No 53: Bill Cosby's New Coke commercials, Thursday, 14 February 2013 08:00AM

No 53: Bill Cosby's New Coke commercials

Things you need to know

  • In June 1985, Newsweek reported that old Coke was being sold on the black market for almost £20 a case.
  • Reports that the original Coke was returning led to two major US network newscasts leading with the story, which also made the front pages of almost every daily newspaper.
  • The chief executive, Roberto Goizueta, received a letter addressed to “Chief Dodo, The Coca-Cola Company”. He said he was more upset that it was actually delivered to him

Was Bill Cosby the frontman for one of the world’s greatest marketing cock-ups or the cleverest ever ploy to sustain a brand’s market leadership?

Twenty-eight years after the US comedian and actor fronted a set of commercials to introduce consumers to the ill-fated New Coke, some conspiracy theorists still believe that Coca-Cola launched the product knowing full well that it would fail.

If true, it could explain why Coke took the seemingly incomprehensible decision to kill off its leading brand, change its formula and relaunch it as New Coke.

Fear of a resurgent Pepsi prompted the adoption of this high-risk strategy. The Pepsi Challenge revealed that most people preferred Pepsi’s sweeter formula. So much so that, by the early 80s, Coke’s number-one status was looking vulnerable.

On 23 April 1985, the sweeter-tasting New Coke was launched and production of original Coke ceased.

The ad campaign that accompanied it had been created by McCann Erickson in great secrecy. Agency executives working on the project had to sign a legal document forbidding them talking to anybody about the change.

They need not have bothered.

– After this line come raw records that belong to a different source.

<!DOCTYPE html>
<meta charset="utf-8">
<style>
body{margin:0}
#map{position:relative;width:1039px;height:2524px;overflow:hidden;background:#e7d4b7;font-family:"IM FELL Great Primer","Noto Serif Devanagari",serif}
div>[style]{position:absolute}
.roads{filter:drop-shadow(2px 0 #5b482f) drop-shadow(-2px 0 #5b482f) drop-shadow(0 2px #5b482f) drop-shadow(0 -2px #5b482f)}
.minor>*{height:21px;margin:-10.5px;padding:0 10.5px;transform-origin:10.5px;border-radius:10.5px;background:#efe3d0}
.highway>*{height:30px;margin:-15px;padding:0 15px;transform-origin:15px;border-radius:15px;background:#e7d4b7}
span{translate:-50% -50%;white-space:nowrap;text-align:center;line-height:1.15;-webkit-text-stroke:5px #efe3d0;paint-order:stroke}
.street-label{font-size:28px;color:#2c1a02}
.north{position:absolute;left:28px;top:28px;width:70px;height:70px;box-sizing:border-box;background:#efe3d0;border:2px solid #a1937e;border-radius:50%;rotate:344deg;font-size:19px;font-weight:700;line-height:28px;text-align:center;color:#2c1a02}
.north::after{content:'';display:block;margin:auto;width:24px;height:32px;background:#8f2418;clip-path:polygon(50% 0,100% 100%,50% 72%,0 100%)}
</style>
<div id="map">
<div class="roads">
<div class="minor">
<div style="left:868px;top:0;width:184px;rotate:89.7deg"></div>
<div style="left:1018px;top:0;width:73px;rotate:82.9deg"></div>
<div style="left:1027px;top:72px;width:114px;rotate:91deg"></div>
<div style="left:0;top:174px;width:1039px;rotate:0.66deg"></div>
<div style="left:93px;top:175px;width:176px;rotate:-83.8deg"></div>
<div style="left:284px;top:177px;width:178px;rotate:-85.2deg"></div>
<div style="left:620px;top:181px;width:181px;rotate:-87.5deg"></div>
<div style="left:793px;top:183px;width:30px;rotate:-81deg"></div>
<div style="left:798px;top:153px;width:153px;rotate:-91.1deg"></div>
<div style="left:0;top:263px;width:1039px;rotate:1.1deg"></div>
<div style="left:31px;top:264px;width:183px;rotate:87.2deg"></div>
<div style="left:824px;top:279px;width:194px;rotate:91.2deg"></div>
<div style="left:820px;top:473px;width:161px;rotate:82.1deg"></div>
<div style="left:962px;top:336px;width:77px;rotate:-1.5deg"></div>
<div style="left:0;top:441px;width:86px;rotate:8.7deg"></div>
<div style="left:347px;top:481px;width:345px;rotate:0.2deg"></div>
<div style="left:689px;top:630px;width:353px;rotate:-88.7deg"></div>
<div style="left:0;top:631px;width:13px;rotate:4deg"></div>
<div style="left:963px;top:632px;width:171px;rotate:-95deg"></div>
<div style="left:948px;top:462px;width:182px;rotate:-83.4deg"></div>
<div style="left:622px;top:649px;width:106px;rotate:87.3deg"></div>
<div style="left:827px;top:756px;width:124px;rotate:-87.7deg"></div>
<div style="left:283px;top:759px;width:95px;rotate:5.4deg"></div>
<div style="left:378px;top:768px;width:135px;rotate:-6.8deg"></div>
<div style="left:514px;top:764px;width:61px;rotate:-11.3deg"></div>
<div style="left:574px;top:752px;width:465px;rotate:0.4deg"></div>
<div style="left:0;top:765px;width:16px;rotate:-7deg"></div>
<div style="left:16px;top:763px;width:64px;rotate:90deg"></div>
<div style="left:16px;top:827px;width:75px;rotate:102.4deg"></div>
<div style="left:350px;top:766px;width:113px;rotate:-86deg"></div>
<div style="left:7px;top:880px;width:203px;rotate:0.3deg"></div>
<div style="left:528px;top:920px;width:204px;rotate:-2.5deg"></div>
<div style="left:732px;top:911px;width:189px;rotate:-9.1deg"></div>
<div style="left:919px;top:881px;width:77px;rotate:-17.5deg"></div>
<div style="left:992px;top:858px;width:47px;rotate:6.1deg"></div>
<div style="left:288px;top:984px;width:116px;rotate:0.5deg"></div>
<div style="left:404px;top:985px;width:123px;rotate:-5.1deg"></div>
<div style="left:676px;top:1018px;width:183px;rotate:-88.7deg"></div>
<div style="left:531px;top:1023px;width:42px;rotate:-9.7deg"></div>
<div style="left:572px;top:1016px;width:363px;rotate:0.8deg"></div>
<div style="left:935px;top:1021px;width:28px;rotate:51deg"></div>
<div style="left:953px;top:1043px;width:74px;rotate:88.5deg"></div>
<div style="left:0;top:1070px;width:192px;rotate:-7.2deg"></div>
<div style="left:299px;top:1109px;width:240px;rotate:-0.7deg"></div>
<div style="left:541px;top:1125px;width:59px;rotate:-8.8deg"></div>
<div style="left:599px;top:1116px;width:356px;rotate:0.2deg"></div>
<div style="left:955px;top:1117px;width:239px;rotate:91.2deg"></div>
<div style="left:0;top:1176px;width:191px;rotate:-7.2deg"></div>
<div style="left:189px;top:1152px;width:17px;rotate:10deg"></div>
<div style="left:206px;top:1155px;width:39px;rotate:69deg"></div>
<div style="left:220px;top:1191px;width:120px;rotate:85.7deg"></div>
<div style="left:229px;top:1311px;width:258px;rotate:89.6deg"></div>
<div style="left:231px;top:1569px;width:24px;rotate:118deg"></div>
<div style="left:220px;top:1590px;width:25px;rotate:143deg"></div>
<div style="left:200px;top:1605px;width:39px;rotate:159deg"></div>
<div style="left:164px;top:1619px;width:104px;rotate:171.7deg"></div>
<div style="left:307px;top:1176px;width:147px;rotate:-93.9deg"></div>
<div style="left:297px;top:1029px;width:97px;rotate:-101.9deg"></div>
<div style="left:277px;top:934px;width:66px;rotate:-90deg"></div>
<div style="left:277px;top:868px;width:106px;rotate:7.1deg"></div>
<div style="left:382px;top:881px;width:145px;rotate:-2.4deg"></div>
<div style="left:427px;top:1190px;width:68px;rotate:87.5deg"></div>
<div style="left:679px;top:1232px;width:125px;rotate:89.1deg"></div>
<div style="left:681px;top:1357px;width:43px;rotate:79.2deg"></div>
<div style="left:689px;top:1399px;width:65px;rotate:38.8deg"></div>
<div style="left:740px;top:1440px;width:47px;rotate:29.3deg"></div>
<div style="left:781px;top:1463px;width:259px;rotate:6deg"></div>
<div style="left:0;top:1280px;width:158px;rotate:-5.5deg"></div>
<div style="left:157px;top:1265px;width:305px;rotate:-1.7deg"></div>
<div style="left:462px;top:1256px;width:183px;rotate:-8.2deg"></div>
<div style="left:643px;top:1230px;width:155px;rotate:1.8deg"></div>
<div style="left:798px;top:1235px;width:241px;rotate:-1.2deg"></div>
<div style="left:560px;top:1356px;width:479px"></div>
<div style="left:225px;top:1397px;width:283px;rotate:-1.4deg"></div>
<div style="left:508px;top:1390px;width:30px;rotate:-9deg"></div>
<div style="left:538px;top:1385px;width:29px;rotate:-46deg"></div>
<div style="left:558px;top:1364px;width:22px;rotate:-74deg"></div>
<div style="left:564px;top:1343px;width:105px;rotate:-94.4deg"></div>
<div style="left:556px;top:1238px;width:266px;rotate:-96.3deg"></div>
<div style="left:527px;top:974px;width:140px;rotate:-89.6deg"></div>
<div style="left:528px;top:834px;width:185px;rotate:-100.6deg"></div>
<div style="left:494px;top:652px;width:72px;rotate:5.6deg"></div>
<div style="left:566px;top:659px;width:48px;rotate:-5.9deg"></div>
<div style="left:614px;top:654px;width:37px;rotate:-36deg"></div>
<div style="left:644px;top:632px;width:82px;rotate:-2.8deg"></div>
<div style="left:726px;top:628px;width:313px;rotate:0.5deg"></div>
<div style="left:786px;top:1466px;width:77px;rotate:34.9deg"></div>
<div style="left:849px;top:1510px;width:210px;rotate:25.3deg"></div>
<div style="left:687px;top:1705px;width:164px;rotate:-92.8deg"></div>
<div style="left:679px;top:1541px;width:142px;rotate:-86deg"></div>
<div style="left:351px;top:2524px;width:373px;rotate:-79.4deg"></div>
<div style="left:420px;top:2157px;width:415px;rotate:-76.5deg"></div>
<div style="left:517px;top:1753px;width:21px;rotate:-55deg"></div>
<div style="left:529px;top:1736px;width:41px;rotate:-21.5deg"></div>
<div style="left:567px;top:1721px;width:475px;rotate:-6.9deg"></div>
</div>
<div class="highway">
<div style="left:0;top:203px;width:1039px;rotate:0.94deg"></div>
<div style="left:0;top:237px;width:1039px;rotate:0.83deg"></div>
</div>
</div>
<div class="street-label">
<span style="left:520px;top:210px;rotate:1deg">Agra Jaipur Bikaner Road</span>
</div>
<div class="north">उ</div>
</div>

The change in Coke outraged Americans, some of whom compared it to trampling on the US flag. Within less than three months, New Coke had been withdrawn. Cosby ended his associations with Coke, saying the ads had hurt his credibility.

Marcio Moreira, a senior McCann creative who worked on the launch, later admitted: "Consumers’ reaction to New Coke actually replacing Classic Coke was never sufficiently explored."

That has not stopped claims that the real aim was to make people appreciate the brand more by withdrawing it.

Coca-Cola has always denied this. Donald Keough, its chief operating officer at the time, said: "The truth is we are not that dumb, and we are not that smart."